#### [WORK INSTRUCTIONS]
Would you please return every line from the listing that contains the word "setLineDash"?

=== Begin Enclosure ===

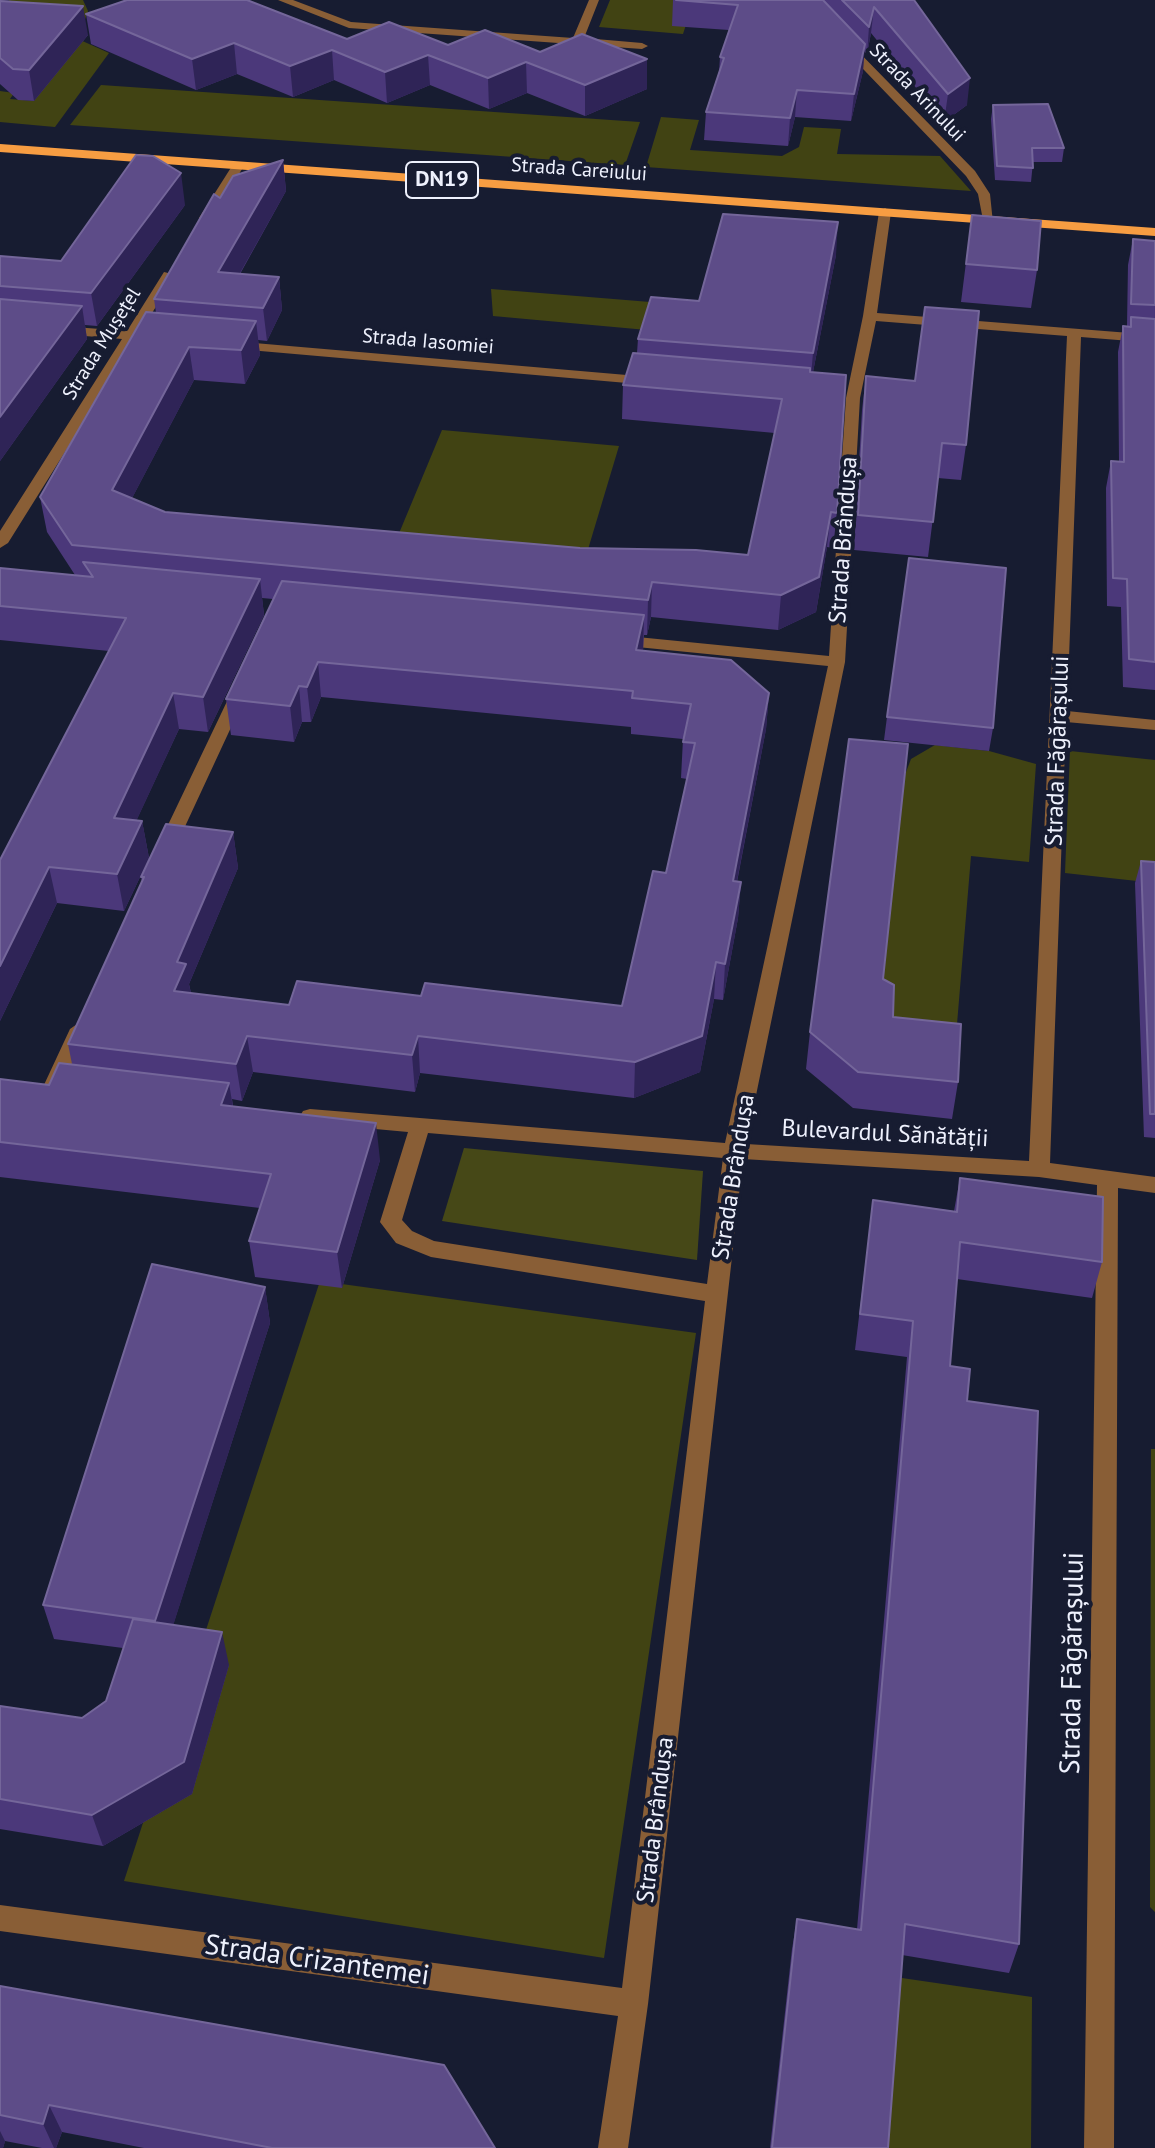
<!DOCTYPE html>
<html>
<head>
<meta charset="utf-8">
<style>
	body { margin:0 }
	canvas { display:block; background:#171c31 }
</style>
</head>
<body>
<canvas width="1155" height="2148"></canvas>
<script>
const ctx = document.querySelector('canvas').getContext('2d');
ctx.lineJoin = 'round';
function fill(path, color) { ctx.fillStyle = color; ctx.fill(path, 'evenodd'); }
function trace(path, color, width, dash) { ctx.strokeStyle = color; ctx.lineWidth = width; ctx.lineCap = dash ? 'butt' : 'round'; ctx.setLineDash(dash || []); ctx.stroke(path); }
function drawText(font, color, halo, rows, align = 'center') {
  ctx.font = font + ' "PT Sans",sans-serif'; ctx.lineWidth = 8; ctx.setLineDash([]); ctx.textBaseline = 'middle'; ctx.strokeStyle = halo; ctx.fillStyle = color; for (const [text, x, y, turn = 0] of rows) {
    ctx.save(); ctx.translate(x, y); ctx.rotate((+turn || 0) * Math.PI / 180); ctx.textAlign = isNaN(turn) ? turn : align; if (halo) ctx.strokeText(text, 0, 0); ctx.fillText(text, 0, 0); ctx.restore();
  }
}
fill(new Path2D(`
	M 9,0 L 83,0 L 88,11 L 78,39 L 109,53 L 55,127 L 0,122 L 0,91 L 14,93 L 10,99 L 34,101 Z
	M 610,0 L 694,0 L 683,34 L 599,27 Z
	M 101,85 L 640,122 L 625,165 L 70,125 Z
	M 661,117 L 699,120 L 690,150 L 782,156 L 799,147 L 804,127 L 841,129 L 837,154 L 940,156 L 971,191 L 646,167 Z
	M 491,289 L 699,306 L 702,335 L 493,316 Z
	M 442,430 L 619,446 L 586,556 L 390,555 Z
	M 935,745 L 989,751 L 1036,764 L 1029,862 L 971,856 L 954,1060 L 878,1015 L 903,780 L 911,759 Z
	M 1070,751 L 1155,760 L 1155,883 L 1065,873 Z
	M 320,1281 L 696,1333 L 604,1958 L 124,1881 Z
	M 1151,1449 L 1155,1449 L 1155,1912 L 1150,1907 Z
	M 895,1977 L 1032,1997 L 1031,2148 L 883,2148 Z`), '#414313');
fill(new Path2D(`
	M 464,1148 L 703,1171 L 697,1260 L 442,1221 Z`), '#464817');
fill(new Path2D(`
	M 278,0 L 293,0 L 351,22 L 573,38 L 589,0 L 599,0 L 584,38 L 642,43 L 648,46 L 642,49 L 349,28 Z
	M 840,41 L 848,41 L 975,171 L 990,194 L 993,223 L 983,220 L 978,194 L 966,176 L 840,45 Z
	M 238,162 L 244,166 L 211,218 L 201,221 L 199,218 L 232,166 Z
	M 885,208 L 891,212 L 877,313 L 1155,335 L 1155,343 L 1081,337 L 1067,711 L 1155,720 L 1155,730 L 1066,722 L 1050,1163 L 1155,1177 L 1155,1193 L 1118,1188 L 1114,2148 L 1084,2148 L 1097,1185 L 1039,1177 L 743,1159 L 648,2004 L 628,2148 L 598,2148 L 618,2016 L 0,1931 L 0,1905 L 622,1988 L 705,1301 L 431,1257 L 396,1243 L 380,1222 L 408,1132 L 310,1123 L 303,1121 L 300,1116 L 303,1111 L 310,1109 L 725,1143 L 828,666 L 617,645 L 609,640 L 617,635 L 829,656 L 846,398 L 863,316 L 879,212 ZM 876,321 L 1067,336 L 1029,1161 L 746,1144 L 845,662 L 860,398 ZM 428,1133 L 723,1158 L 707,1284 L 434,1241 L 412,1231 L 402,1220 Z
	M 164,272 L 176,275 L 140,332 L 159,334 L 166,338 L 159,342 L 135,340 L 8,543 L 0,548 L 0,531 L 122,339 L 60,334 L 53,330 L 60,326 L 127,331 Z
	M 231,341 L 650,377 L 657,381 L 650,385 L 226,348 L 226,342 Z
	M 239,688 L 247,693 L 175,848 L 166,854 L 160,852 L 157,848 L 231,693 Z
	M 80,1022 L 90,1029 L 63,1087 L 60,1092 L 46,1092 L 43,1087 L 70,1029 Z`), '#895e36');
fill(new Path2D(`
	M 0,144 L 1155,228 L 1155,236 L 0,152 Z`), '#f79d42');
fill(new Path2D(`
	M 0,0 L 12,1 L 88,35 L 34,101 L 18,100 L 0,84 Z
	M 673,0 L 914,0 L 967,105 L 944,122 L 871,33 L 867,54 L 864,51 L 863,71 L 851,121 L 795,117 L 788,146 L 704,140 L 706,112 L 719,73 L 720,57 L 729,30 L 672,26 Z
	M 86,14 L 347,39 L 647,59 L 647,89 L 585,116 L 527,93 L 489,109 L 430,85 L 387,103 L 334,80 L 293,97 L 237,74 L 196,90 L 91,44 Z
	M 993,105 L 1064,148 L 1062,162 L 1033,162 L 1031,182 L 995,180 L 991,119 Z
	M 283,160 L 286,191 L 240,274 L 279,277 L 282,310 L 267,341 L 258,340 L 260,355 L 245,384 L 194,380 L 132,498 L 165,512 L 580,548 L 748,555 L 775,433 L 622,419 L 623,385 L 637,353 L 638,339 L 699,301 L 836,255 L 813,372 L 837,513 L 833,548 L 827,547 L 816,612 L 778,630 L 651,617 L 647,635 L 644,635 L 643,651 L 769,693 L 766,729 L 737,882 L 741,882 L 738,918 L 723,1000 L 714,999 L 700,1072 L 634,1098 L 420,1073 L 415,1092 L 253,1072 L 242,1101 L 232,1099 L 233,1106 L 380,1160 L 342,1288 L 255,1277 L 249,1241 L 260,1208 L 0,1177 L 0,1079 L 49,1085 L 72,1064 L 68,1044 L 142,882 L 141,877 L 233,832 L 238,868 L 189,984 L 191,993 L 289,1005 L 421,996 L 622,1006 L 666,873 L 687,779 L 681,778 L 683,739 L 631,734 L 631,727 L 321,697 L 311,722 L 302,722 L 294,742 L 231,735 L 226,699 L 273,599 L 262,598 L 264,615 L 208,732 L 179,729 L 136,821 L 142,821 L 149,858 L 124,911 L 57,903 L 0,1021 L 0,860 L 109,651 L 0,640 L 0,568 L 75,575 L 47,532 L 40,497 L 156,313 L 154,299 L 220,198 Z
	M 185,205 L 97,326 L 85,325 L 87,339 L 0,461 L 0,256 L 61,261 Z
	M 972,215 L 1037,270 L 1031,308 L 961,302 Z
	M 1133,239 L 1155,241 L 1155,690 L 1123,687 L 1121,607 L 1107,606 L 1106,488 L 1111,461 L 1119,461 L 1118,352 L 1123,326 L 1127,326 L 1128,265 Z
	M 866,376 L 966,445 L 961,480 L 938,478 L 928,557 L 854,550 L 862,410 Z
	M 887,717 L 993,728 L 989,751 L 884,740 Z
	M 1141,861 L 1155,862 L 1155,1138 L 1144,1137 L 1135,883 Z
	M 883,979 L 893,1017 L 958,1082 L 952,1119 L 853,1108 L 806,1069 L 810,1032 Z
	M 960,1178 L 1102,1262 L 1092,1298 L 957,1279 L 950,1366 L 967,1401 L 1019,1944 L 1009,1973 L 902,1955 L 888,2148 L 770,2148 L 792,1949 L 797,1919 L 857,1929 L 907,1357 L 855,1350 L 873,1200 L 954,1211 Z
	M 265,1287 L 270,1323 L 173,1625 L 229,1665 L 192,1794 L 103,1846 L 0,1829 L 0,1706 L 82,1718 L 106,1701 L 123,1648 L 54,1639 L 43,1605 Z
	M 0,1986 L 495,2148 L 144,2148 L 62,2132 L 56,2148 L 42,2148 L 5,2141 L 3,2148 L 0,2148 Z`), '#4b387a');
fill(new Path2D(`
	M 83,6 L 88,35 L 34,101 L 29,70 Z
	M 874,7 L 871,33 L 867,54 L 869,27 Z
	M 234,43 L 237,74 L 196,90 L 192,59 Z
	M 865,44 L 863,71 L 851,121 L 854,94 Z
	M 332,50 L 334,80 L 293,97 L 290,66 Z
	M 428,55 L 430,85 L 387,103 L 385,72 Z
	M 647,59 L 647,89 L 585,116 L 585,85 Z
	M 526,62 L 527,93 L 489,109 L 488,78 Z
	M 970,78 L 967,105 L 944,122 L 948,94 Z
	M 797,90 L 795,117 L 788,146 L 790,118 Z
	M 283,160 L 286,191 L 222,305 L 218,272 Z
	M 181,173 L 185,205 L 97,326 L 91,293 Z
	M 838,222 L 836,255 L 810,387 L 813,353 Z
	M 279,277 L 282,310 L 267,341 L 263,308 Z
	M 82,306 L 87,339 L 0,461 L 0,417 Z
	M 256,321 L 260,355 L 245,384 L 241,350 Z
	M 189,347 L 194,380 L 118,525 L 112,490 Z
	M 831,512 L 827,547 L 816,612 L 778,630 L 781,595 Z
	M 260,579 L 264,615 L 208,732 L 203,697 Z
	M 652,582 L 651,617 L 647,635 L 648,600 Z
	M 644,615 L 643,651 L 636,650 Z
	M 318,662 L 321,697 L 311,722 L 307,687 Z
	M 299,686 L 302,722 L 294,742 L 290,706 Z
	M 173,693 L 179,729 L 121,854 L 114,818 Z
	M 769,693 L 766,729 L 730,917 L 733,881 Z
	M 142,821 L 149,858 L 124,911 L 117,874 Z
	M 233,832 L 238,868 L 189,984 L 192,1000 L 174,991 L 177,962 Z
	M 49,867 L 57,903 L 0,1021 L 0,966 Z
	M 741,882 L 738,918 L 723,1000 L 725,964 Z
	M 716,962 L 714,999 L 700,1072 L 634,1098 L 635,1062 Z
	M 247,1036 L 253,1072 L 242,1101 L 236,1064 Z
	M 418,1036 L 420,1073 L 415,1092 L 412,1055 Z
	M 229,1083 L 235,1120 L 221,1105 Z
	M 376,1123 L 380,1160 L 342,1288 L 337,1252 Z
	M 265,1287 L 270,1323 L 164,1654 L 155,1621 Z
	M 222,1632 L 229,1665 L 192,1794 L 103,1846 L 92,1815 Z
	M 49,2105 L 62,2132 L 56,2148 L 54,2148 L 43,2124 Z
	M 0,2131 L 5,2141 L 3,2148 L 0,2148 Z`), '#2f2457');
const building = new Path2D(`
	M 127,0 L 247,0 L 347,39 L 389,22 L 448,45 L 485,30 L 540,52 L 582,34 L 647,59 L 585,85 L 526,62 L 488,78 L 428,55 L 385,72 L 332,50 L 290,66 L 234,43 L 192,59 L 86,14 Z
	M 676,0 L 823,0 L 865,44 L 854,94 L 797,90 L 790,118 L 706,112 L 724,58 L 720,57 L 738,5 Z
	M 842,0 L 914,0 L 970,78 L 948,94 L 874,7 L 869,27 Z
	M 0,1 L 83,6 L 29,70 L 13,69 L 0,58 Z
	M 1048,104 L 1064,148 L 1032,148 L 1033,168 L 997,166 L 993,105 Z
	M 136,155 L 153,156 L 181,173 L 91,293 L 0,286 L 0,256 L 61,261 Z
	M 283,160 L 218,272 L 279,277 L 263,308 L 154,299 L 214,194 L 220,198 L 233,176 Z
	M 723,214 L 838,222 L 813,353 L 638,339 L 651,297 L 699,301 Z
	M 972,215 L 1041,221 L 1037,270 L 966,264 Z
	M 1133,239 L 1155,241 L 1155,305 L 1131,304 Z
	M 0,299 L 82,306 L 0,417 Z
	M 925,307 L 979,311 L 966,445 L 942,443 L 933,522 L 858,515 L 866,376 L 915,381 Z
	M 146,312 L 256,321 L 241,350 L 189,347 L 112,490 L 165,512 L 580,548 L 696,550 L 748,555 L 782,399 L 623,385 L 633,353 L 810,368 L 810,372 L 846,375 L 837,513 L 831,512 L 819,577 L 781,595 L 652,582 L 648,600 L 72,545 L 40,497 Z
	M 1131,317 L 1155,319 L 1155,662 L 1129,659 L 1127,579 L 1113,578 L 1111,461 L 1124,462 L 1123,326 L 1131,327 Z
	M 909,558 L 1006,568 L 993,728 L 887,717 Z
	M 83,562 L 260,579 L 203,697 L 173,693 L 114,818 L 142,821 L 117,874 L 49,867 L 0,966 L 0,860 L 126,618 L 0,606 L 0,568 L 93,577 Z
	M 282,581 L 644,615 L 636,650 L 731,660 L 769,693 L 733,881 L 741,882 L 725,964 L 716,962 L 702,1036 L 635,1062 L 418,1036 L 412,1055 L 247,1036 L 236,1064 L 68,1044 L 144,877 L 141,877 L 166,824 L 233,832 L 177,962 L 186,964 L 174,991 L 289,1005 L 297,981 L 421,996 L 425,983 L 622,1006 L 653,871 L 666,873 L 695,743 L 683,742 L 691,704 L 632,698 L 633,691 L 318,662 L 307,687 L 299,686 L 290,706 L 226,699 Z
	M 849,739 L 908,744 L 883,979 L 894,985 L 893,1017 L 961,1024 L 958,1082 L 858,1072 L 810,1032 Z
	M 1141,861 L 1155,862 L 1155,1114 L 1150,1114 Z
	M 59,1063 L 229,1083 L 221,1105 L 376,1123 L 337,1252 L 249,1241 L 271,1174 L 0,1142 L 0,1079 L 49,1085 Z
	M 960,1178 L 1103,1197 L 1102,1262 L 960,1242 L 950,1366 L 970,1369 L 967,1401 L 1038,1411 L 1019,1944 L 905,1924 L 888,2148 L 772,2148 L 797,1919 L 861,1930 L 913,1321 L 860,1314 L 873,1200 L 957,1212 Z
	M 152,1264 L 265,1287 L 155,1621 L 43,1605 Z
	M 133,1619 L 222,1632 L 184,1762 L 92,1815 L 0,1799 L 0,1706 L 82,1718 L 106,1701 Z
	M 0,1986 L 444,2065 L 495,2148 L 272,2148 L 49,2105 L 43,2124 L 0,2115 Z`);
fill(building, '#5d4c88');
trace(building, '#74669a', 2);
drawText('20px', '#eef1fd', '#171c31', [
	["Strada Arinului",917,93,46],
	["Strada Careiului",579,170,4],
	["Strada Iasomiei",428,342,5],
	["Strada Mușețel",102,344,-58]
]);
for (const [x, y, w] of [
	[442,180,72]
]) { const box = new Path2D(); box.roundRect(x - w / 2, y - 18, w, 36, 6); ctx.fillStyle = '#171c31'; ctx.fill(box); trace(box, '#eef1fd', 2); }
drawText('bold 22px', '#eef1fd', null, [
	["DN19",442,180]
]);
drawText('24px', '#eef1fd', '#171c31', [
	["Strada Brândușa",844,540,-86],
	["Strada Făgărașului",1058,751,-88],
	["Bulevardul Sănătății",885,1134,3],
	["Strada Brândușa",734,1177,-81],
	["Strada Brândușa",656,1820,-83]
]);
drawText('28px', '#eef1fd', '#171c31', [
	["Strada Făgărașului",1073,1663,-89],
	["Strada Crizantemei",317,1961,8]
]);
</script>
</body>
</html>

=== End Enclosure ===

#### [TASK RESPONSE]
function trace(path, color, width, dash) { ctx.strokeStyle = color; ctx.lineWidth = width; ctx.lineCap = dash ? 'butt' : 'round'; ctx.setLineDash(dash || []); ctx.stroke(path); }
  ctx.font = font + ' "PT Sans",sans-serif'; ctx.lineWidth = 8; ctx.setLineDash([]); ctx.textBaseline = 'middle'; ctx.strokeStyle = halo; ctx.fillStyle = color; for (const [text, x, y, turn = 0] of rows) {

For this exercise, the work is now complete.